Dehydrodieugenol B derivatives as antiparasitic agents: Synthesis and biological activity against Trypanosoma cruzi

• Published in: European journal of medicinal chemistry Vol. 176; pp. 162 - 174
• Main Authors: Ferreira, Daiane D., Sousa, Fernanda S., Costa-Silva, Thais A., Reimão, Juliana Q., Torrecilhas, Ana C., Johns, Deidre M., Sear, Claire E., Honorio, Kathia M., Lago, João Henrique G., Anderson, Edward A., Tempone, Andre G.
• Format: Journal Article
• Language: English
• Published: ISSY-LES-MOULINEAUX Elsevier Masson SAS 15.08.2019; Elsevier
• Subjects: Chagas disease; Chemistry, Medicinal; Drugs; Life Sciences & Biomedicine; Neolignans; Pharmacology & Pharmacy; Science & Technology; Therapy; Trypanosoma cruzi; Drugs; Chagas disease; Therapy; Neolignans; Trypanosoma cruzi; Trypanosome cruzi; IN-VITRO; PHENOLS; CHAGAS-DISEASE; RESISTANCE; MECHANISMS; TOXICITY; BENZNIDAZOLE
• ISSN: 0223-5234; 1768-3254
• DOI: 10.1016/j.ejmech.2019.05.001

Chagas disease is a neglected protozoan disease that affects more than eight million people in developing countries.
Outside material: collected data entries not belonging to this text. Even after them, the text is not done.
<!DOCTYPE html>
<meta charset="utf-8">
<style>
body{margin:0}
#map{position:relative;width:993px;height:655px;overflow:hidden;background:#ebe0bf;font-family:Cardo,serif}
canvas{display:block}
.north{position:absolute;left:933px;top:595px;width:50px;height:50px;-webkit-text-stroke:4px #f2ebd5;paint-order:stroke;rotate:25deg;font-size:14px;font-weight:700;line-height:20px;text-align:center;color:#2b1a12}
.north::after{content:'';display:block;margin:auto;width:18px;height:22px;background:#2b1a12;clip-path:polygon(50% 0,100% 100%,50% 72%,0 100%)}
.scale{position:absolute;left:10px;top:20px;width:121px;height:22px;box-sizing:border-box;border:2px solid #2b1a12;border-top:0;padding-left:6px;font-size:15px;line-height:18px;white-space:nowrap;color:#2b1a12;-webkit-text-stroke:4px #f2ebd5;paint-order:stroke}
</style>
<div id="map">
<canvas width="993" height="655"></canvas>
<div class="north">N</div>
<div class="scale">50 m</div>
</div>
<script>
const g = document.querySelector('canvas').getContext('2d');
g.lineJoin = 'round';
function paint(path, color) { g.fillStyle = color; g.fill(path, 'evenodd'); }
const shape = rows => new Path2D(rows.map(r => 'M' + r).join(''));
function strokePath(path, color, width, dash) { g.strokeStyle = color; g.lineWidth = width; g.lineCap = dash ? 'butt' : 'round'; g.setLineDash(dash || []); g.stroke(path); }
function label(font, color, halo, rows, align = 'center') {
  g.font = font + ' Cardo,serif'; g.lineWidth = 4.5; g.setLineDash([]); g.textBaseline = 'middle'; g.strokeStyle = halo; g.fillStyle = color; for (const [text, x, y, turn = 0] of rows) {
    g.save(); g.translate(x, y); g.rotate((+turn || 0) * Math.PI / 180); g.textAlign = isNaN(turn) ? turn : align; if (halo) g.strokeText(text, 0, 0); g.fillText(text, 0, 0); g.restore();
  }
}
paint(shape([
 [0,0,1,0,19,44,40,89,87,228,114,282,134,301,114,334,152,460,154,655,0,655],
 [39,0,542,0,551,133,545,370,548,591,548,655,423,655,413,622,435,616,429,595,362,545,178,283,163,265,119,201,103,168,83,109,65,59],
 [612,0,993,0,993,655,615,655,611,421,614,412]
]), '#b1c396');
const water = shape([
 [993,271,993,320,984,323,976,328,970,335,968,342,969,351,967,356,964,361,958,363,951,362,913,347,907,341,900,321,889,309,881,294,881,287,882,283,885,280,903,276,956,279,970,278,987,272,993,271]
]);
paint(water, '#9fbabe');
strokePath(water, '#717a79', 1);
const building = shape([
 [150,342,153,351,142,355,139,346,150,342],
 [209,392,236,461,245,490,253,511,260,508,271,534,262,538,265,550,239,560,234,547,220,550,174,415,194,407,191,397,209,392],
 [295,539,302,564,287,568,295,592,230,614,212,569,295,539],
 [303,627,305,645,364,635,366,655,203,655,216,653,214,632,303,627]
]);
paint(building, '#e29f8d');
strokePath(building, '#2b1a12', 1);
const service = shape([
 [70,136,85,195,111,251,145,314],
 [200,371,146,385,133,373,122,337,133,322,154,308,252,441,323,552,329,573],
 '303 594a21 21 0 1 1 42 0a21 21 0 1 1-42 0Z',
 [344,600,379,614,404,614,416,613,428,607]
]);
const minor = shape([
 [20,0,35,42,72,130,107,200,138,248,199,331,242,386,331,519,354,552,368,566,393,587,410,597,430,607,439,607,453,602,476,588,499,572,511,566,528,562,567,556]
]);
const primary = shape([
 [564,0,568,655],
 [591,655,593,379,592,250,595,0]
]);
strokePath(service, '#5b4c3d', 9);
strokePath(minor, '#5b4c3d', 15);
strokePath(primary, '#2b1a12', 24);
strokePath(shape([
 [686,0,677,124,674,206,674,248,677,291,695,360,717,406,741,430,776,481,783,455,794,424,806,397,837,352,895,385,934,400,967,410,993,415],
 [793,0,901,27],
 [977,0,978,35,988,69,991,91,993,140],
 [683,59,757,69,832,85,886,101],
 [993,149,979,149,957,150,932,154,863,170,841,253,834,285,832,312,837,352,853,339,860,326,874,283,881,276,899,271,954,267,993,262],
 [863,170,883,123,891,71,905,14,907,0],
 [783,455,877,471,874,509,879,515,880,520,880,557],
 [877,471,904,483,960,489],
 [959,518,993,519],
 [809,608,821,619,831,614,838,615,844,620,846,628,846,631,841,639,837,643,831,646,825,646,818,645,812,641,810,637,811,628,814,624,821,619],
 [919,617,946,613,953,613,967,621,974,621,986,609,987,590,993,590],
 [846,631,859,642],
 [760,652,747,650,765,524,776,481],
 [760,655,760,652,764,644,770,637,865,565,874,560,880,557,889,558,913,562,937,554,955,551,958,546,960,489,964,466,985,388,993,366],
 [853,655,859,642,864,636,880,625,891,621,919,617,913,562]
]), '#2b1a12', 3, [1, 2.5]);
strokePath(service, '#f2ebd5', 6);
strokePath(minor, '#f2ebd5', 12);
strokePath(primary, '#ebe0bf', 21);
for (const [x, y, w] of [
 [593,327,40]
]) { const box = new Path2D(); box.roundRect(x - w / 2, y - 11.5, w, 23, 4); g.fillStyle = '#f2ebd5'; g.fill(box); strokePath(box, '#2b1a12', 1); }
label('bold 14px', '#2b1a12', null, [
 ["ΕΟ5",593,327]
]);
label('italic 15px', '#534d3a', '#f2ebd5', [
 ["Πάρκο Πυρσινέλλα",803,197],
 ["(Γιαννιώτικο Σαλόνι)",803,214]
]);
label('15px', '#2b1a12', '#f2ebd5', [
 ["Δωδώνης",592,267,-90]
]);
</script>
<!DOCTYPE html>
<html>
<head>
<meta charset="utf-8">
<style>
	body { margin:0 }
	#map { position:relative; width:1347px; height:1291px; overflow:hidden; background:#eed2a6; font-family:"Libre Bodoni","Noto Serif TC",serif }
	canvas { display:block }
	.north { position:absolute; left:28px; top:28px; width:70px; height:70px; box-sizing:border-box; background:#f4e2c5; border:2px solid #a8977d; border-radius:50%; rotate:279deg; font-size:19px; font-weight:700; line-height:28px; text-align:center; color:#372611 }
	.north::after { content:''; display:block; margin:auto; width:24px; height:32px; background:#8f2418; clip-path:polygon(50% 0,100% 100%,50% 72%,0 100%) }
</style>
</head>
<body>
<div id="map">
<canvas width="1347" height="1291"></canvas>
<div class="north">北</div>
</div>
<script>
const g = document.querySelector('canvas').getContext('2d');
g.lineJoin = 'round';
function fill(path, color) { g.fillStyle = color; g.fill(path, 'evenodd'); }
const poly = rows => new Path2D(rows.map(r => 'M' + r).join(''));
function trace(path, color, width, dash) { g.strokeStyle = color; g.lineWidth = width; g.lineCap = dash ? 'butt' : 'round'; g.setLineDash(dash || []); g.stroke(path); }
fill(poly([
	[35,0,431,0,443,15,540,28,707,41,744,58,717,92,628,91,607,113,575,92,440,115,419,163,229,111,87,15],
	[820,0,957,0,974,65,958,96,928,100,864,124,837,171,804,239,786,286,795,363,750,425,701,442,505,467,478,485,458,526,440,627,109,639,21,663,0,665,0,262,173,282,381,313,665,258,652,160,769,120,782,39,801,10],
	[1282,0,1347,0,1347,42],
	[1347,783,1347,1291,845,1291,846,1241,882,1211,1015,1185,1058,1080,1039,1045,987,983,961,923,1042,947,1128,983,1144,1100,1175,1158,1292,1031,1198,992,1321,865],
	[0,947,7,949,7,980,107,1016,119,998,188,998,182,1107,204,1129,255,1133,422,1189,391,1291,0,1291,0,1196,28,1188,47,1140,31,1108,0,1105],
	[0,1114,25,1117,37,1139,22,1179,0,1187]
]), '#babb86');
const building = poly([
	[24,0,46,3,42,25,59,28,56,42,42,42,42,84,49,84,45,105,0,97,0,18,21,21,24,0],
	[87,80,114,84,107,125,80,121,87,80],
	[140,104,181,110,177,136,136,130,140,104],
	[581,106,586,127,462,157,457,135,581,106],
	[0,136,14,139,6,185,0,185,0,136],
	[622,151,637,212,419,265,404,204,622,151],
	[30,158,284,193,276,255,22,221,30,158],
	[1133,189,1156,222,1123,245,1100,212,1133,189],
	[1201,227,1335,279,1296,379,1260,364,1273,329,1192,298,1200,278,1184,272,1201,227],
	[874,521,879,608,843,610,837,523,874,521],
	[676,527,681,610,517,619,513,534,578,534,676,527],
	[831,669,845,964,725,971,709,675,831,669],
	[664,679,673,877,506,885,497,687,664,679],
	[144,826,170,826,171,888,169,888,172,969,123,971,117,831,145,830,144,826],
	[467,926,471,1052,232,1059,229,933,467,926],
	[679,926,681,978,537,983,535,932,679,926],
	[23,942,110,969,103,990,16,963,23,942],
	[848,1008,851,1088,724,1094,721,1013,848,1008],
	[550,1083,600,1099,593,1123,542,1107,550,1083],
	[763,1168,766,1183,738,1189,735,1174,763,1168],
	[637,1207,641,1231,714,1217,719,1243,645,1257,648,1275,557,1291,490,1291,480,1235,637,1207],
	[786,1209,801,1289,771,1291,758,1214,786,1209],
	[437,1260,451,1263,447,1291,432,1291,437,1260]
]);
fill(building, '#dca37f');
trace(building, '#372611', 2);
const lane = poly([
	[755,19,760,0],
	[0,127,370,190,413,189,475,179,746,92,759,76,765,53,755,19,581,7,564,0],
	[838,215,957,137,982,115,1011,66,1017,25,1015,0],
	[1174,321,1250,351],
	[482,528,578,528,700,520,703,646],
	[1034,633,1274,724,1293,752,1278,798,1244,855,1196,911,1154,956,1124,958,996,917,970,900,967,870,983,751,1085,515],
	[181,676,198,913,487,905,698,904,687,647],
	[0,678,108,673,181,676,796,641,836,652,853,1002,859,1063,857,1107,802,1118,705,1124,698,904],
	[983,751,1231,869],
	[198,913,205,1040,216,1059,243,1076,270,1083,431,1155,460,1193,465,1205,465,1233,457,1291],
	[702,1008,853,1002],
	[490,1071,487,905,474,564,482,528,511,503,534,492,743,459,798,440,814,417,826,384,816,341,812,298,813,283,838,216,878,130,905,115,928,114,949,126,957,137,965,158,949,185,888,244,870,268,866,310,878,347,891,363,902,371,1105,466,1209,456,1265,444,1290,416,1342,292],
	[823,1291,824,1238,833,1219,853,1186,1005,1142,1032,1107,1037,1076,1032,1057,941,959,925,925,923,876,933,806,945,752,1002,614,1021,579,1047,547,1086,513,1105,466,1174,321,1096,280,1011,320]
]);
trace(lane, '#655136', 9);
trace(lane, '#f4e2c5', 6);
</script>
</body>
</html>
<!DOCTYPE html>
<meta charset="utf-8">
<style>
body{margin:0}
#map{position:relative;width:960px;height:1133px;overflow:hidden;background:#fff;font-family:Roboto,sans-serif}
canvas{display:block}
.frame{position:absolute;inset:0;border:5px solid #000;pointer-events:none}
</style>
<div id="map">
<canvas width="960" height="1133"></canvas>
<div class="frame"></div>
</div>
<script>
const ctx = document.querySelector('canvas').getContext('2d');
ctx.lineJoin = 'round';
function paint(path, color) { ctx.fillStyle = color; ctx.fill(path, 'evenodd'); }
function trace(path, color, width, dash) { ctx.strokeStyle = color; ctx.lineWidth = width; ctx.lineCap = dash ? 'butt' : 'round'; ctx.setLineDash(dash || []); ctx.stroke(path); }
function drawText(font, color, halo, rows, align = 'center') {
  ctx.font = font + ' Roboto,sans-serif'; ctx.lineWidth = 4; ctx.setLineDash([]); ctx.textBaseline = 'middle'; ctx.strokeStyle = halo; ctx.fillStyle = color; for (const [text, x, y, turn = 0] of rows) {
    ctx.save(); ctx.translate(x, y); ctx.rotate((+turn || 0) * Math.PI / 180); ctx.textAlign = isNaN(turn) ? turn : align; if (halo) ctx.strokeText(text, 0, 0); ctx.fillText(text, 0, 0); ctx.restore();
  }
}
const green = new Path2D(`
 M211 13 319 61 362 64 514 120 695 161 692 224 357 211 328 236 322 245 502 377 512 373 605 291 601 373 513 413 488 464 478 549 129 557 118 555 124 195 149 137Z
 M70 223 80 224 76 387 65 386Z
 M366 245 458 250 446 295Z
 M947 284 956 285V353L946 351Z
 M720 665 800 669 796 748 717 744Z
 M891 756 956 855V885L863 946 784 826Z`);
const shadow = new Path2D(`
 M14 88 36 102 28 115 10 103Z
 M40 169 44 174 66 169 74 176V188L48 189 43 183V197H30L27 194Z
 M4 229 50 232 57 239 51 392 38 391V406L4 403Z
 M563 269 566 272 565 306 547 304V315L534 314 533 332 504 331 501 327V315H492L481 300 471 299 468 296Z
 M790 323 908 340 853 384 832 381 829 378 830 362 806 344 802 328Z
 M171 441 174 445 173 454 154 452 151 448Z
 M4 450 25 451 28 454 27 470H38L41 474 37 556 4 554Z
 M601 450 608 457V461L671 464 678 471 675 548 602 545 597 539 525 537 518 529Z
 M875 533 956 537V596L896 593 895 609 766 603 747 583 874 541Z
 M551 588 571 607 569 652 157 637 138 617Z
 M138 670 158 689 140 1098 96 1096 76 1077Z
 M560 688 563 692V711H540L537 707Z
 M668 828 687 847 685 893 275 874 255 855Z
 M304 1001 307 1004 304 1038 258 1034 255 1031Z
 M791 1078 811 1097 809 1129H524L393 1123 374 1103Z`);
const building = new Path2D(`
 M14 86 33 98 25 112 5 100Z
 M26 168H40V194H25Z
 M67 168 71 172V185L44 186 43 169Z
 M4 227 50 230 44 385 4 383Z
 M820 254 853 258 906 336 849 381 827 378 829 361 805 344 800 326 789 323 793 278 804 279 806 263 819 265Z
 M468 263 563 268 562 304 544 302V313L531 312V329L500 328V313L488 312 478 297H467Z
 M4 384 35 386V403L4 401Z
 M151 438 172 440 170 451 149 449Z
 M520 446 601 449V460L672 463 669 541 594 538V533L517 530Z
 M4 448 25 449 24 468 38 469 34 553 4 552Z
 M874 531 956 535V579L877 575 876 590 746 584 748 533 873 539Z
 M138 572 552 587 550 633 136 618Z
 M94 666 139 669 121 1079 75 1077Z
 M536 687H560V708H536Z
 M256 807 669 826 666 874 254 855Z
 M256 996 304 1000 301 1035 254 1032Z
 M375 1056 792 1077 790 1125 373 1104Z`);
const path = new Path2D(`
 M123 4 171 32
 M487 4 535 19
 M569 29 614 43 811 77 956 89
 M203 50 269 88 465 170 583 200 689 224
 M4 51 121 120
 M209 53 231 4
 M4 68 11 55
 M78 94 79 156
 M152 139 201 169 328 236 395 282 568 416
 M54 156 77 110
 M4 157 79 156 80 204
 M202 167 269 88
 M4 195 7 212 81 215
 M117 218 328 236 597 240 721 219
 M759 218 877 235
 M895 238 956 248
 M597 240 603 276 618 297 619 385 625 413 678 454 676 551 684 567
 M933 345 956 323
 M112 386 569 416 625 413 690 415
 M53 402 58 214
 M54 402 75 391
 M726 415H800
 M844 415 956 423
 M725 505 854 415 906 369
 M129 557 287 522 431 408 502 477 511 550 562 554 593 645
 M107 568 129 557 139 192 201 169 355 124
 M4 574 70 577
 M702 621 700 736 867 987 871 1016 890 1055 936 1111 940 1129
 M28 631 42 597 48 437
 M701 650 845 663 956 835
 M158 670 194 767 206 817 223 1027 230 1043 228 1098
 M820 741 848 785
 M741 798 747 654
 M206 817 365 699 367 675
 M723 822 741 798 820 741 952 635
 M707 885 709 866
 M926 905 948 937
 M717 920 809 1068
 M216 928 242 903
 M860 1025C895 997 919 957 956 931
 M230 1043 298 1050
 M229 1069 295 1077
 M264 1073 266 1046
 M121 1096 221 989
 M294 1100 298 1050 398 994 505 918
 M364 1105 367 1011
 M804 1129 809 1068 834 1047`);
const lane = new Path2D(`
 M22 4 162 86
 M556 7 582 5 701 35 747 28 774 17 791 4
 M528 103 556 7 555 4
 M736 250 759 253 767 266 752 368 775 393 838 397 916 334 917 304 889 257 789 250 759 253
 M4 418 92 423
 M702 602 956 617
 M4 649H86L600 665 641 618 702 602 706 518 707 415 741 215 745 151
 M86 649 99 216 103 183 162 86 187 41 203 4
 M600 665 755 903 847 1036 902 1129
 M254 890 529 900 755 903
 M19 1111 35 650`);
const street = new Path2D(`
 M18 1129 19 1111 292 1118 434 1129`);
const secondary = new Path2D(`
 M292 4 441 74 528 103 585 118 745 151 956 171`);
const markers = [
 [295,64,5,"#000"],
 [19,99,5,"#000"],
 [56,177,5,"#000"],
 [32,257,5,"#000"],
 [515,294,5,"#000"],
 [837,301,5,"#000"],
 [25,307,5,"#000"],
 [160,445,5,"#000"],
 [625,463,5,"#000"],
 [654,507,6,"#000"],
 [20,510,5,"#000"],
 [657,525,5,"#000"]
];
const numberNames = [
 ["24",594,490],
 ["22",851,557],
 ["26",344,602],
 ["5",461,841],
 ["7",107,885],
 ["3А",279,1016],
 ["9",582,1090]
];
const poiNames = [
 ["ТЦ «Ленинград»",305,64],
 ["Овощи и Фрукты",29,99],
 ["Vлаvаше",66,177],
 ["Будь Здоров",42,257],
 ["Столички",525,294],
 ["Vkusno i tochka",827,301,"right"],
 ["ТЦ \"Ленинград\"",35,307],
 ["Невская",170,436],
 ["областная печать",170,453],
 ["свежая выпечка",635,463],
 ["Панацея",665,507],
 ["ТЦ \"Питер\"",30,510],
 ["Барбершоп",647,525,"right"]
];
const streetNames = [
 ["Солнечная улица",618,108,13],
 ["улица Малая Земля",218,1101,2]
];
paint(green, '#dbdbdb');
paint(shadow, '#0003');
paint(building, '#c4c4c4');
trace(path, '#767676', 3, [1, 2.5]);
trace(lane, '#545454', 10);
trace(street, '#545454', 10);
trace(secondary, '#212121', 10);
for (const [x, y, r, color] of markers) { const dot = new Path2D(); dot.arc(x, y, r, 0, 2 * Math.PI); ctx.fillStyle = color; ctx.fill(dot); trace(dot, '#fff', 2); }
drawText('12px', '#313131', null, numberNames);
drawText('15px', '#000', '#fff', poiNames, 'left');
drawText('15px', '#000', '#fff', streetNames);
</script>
Due to the limited number and toxicity profiles of therapies in current use, new drugs are urgently needed. In previous studies, we reported the isolation of two related antitrypanosomal neolignans from Nectandra leucantha (Lauraceae). In this work, a semi-synthetic library of twenty-three neolignan derivatives was prepared to explore synthetically accessible structure activity relationships (SAR) against Trypanosoma cruzi. Five compounds demonstrated activity against trypomastigotes (IC50 values from 8 to 64 μM) and eight showed activity against intracellular amastigotes (IC50 values from 7 to 16 μM). Eighteen derivatives demonstrated no mammalian cytotoxicity up to 200 μM. The phenolic acetate derivative of natural dehydrodieugenol B was effective against both parasite forms and eliminated 100% of amastigotes inside macrophages. This compound caused rapid and intense depolarization of the mitochondrial membrane potential, with decreased levels of intracellular reactive oxygen species being observed. Fluorescence assays demonstrated that this derivative affected neither the permeability nor the electric potential of the parasitic plasma membrane, an effect also corroborated by scanning electron microscopy studies. Structure-activity relationship studies (SARs) demonstrated that the presence of at least one allyl side chain on the biaryl ether core was important for antitrypanosomal activity, and that the free phenol is not essential. This set of neolignan derivatives represents a promising starting point for future Chagas disease drug discovery studies. [Display omitted] •Semi-synthetic neolignan derivatives showed potent anti-Trypanosoma cruzi activity.•A derivative caused intense depolarization of the mitochondrial membrane potential.•At least one allyl side chain on the biaryl ether core is important for activity.•The free phenol is not essential for activity.•This set of derivatives are promising starting points for lead optimization.